1. Corporate income tax
Corporate income tax is the tax paid by the company on the net profit that it makes from the business. Net profit is the revenue of a company after deductions such as depreciation, interest expense, COGS (cost of goods sold) and SG&A (selling general and administrative expenses).
The corporate tax rate for domestic companies having a turnover of less than Rs. 250 crore is currently 25%. For all others it’s 30%.
Startups incorporated after April 1, 2016 with an annual turnover of less than Rs 25 crore in any financial year could be eligible for getting 100% tax rebate on profit for a period of three years in a block of seven years. Refer to the eligibility criteria here for details.
2. Personal income tax
If you own a sole proprietorship then you are mandated to pay personal income tax on your earnings. Since the business and the owner are not separate entities, the owner of the firm is not obligated to pay a separate corporate tax on their earnings.
3. Payroll tax
Once you start hiring employees then the company must deduct the applicable tax from the salaries of the employees.
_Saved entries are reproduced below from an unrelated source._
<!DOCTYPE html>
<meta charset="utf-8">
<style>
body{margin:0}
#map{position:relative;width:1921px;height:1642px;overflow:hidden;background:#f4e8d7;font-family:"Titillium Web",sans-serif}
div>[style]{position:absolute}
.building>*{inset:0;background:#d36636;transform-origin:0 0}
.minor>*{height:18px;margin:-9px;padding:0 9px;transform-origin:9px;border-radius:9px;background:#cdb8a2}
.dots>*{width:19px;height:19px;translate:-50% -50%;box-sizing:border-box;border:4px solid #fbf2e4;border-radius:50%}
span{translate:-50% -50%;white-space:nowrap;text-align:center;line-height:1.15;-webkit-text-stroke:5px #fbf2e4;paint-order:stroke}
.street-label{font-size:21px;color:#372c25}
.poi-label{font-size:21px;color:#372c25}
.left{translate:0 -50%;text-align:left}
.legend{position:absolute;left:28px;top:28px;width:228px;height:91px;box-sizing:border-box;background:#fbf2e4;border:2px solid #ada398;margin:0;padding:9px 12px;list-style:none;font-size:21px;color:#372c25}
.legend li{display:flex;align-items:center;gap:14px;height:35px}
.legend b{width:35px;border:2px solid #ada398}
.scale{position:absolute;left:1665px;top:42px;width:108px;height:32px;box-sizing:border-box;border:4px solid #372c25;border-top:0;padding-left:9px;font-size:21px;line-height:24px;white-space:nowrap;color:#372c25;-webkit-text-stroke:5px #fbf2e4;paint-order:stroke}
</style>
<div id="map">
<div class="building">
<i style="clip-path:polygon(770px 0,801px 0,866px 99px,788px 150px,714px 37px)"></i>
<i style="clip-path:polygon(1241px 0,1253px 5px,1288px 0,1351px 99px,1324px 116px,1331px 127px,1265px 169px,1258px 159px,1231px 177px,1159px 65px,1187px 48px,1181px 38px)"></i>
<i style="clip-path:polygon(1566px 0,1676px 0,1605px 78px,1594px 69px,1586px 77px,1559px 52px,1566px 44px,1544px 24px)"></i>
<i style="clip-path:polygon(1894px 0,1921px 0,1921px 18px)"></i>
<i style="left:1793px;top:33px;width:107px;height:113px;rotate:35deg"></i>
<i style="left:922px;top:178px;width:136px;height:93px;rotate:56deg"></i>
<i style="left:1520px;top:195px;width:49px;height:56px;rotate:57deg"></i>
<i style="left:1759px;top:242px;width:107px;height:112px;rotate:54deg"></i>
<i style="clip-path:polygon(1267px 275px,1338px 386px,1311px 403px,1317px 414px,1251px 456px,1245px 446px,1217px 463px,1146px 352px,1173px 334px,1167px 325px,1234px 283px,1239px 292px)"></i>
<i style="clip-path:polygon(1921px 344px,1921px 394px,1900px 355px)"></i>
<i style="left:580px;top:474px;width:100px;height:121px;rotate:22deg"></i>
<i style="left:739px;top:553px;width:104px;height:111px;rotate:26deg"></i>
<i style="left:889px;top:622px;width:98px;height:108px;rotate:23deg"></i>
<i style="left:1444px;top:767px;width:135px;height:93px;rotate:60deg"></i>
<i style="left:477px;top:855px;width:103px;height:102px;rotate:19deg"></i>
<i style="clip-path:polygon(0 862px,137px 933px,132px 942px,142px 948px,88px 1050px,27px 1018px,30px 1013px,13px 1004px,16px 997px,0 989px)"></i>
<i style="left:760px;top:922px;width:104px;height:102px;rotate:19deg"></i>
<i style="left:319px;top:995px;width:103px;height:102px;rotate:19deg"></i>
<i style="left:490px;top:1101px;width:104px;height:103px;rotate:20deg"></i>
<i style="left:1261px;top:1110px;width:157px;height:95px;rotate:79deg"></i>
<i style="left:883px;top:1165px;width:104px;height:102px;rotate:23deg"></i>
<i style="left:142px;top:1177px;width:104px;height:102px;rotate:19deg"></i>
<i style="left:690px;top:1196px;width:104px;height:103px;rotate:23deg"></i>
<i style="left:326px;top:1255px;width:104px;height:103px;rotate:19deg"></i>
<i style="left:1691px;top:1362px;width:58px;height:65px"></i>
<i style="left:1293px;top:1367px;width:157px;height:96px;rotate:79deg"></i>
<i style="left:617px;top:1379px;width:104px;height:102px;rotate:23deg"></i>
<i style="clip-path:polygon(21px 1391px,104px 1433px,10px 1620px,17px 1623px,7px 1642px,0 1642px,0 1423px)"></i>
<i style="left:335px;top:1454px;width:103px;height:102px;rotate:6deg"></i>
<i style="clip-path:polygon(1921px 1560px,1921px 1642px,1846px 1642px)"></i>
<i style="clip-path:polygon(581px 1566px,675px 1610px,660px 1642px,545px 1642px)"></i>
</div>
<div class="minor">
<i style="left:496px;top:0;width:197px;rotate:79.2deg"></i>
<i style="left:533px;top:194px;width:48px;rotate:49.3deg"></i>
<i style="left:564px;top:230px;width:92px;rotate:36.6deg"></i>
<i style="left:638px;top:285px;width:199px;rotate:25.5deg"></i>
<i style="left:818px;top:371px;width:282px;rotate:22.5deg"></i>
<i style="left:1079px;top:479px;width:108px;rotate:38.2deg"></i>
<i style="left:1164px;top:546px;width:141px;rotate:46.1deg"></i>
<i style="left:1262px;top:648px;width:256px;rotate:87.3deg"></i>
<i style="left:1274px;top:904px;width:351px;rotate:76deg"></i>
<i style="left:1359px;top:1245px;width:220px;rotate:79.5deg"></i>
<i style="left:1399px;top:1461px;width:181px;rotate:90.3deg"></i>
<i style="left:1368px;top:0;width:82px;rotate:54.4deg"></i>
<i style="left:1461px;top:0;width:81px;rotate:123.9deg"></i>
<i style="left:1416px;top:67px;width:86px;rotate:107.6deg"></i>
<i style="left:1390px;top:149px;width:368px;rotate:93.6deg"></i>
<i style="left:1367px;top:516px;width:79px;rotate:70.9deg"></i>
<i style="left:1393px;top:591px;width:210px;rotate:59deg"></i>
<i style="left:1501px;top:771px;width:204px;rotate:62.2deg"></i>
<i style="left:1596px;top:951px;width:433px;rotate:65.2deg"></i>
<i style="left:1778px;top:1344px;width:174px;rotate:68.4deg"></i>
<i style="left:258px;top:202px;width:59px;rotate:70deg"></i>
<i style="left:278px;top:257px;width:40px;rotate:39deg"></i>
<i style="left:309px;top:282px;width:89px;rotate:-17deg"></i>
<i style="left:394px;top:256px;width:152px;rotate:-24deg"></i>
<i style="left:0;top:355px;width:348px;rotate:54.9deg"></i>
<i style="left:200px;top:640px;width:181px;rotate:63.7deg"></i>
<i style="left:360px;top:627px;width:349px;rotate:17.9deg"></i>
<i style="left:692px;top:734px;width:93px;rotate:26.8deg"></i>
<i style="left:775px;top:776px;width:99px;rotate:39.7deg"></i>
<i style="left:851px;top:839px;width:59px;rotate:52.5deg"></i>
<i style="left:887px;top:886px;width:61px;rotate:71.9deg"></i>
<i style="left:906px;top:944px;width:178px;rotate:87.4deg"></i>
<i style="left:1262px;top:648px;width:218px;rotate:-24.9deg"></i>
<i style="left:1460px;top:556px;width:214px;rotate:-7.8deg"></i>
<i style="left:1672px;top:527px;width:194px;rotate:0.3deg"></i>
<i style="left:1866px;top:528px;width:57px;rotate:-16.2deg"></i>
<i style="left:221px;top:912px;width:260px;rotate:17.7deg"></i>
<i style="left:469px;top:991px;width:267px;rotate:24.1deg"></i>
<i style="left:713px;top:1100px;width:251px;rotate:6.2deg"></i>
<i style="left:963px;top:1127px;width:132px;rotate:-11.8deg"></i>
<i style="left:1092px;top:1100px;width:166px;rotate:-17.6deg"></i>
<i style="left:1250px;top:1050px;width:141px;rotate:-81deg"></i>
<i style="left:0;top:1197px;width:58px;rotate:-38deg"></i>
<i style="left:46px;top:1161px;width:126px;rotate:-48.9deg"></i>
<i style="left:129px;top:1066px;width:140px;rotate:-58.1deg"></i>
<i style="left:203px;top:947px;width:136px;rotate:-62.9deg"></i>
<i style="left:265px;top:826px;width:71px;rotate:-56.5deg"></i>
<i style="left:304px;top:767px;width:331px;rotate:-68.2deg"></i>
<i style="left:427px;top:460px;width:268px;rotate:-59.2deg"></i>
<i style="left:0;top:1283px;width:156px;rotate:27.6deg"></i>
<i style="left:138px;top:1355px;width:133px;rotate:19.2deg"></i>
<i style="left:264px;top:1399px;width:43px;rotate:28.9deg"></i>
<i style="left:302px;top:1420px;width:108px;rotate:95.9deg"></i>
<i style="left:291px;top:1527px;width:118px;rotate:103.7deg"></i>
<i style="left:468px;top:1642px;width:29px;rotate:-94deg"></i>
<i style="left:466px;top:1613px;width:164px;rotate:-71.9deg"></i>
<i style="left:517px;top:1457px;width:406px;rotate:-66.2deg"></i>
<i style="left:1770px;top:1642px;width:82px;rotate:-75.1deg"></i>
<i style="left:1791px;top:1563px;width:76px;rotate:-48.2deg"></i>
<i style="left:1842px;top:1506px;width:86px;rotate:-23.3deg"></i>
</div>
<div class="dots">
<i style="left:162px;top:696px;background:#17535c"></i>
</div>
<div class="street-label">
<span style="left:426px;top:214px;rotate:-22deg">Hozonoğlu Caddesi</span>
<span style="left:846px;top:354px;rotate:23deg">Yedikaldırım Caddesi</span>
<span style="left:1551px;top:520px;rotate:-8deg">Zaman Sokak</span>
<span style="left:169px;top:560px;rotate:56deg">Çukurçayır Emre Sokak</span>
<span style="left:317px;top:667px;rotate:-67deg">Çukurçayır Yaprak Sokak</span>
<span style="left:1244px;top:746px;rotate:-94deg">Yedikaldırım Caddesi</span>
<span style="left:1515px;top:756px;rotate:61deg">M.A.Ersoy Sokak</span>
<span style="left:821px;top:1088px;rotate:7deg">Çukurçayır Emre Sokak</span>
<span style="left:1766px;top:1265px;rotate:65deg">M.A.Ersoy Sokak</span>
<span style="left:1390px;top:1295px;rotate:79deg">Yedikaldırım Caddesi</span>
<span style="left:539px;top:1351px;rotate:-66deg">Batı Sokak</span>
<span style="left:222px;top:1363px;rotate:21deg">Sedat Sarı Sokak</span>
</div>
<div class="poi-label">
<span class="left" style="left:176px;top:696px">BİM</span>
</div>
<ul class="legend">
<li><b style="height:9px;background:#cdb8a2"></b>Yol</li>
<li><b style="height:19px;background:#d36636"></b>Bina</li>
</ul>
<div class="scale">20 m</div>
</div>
Payroll is a tax that an employer withholds from an employee’s salary and pays on behalf of his employees.
The company is also required to share the details of the deducted tax (Form 16) with the employee after the closure of the financial year.
4. Fringe benefits tax
For attracting and retaining quality talent, some companies offer various fringe benefits to the employees. These can include:
- Car allowances
- Low-interest loans
- Payment of private expenses
Fringe Benefit Tax is a tax payable by employers for the benefits paid to an employee in place of salary. This is calculated on the taxable value of the benefits provided.
5. Goods and Service Tax (GST)
Understanding business taxation is not complete without GST.
GST is an indirect tax levied by the government of India on goods and services, one the business must charge its customers. The recent changes to GST make tax planning for new businesses and startups much easier.
Companies with an annual turnover of under Rs 40 lacs are currently exempt from GST taxation.
Phew! We have covered a lot. I hope you are still with me and are beginning to understand business taxation. Few more types of taxes and you will be all set for tax planning for that new business of yours.
6. Dividend Distribution Tax
A dividend is a return given to the shareholders of a company from its profits. The company distributes dividends when it has surplus cash with no immediate investment opportunities.
Dividends received by shareholders form part of their income but are not subject to taxation. Income tax department provides for this exemption by levying a tax called the Dividend Distribution Tax on the company that is paying the dividend.
7. Capital gains tax
Capital gains tax is the tax charged on the profit or gain that arises from the sale of capital assets. Some example of the capital assets include:
The capital gains tax rate is different for short-term gains (for a period of less than one year) and long-term gains.
8. Angel tax
Angel tax is the tax paid by the privately held company when they receive angel funding at a valuation higher than its fair market value.
For startups, this tax has been the biggest hurdle in raising angel funds since their fair market value is comparatively low due to the absence of brand goodwill and other intangibles.
Recently, the government of India has addressed the issue by increasing the exemption threshold.
Understanding business taxation and complying with the statutory tax norms of the land is a must for all businesses. Taxes contribute to the growth and progress of the country.
Business taxation explained
Business taxation is complicated due to two reasons:
- There are many different taxes that a business must comply with.
- There are many clauses within each tax that determine the extent of the applicable tax rate.
While it is your responsibility to understand the significant aspects of business taxation, there is an army of chartered professionals to guide you through this entire process. Best luck!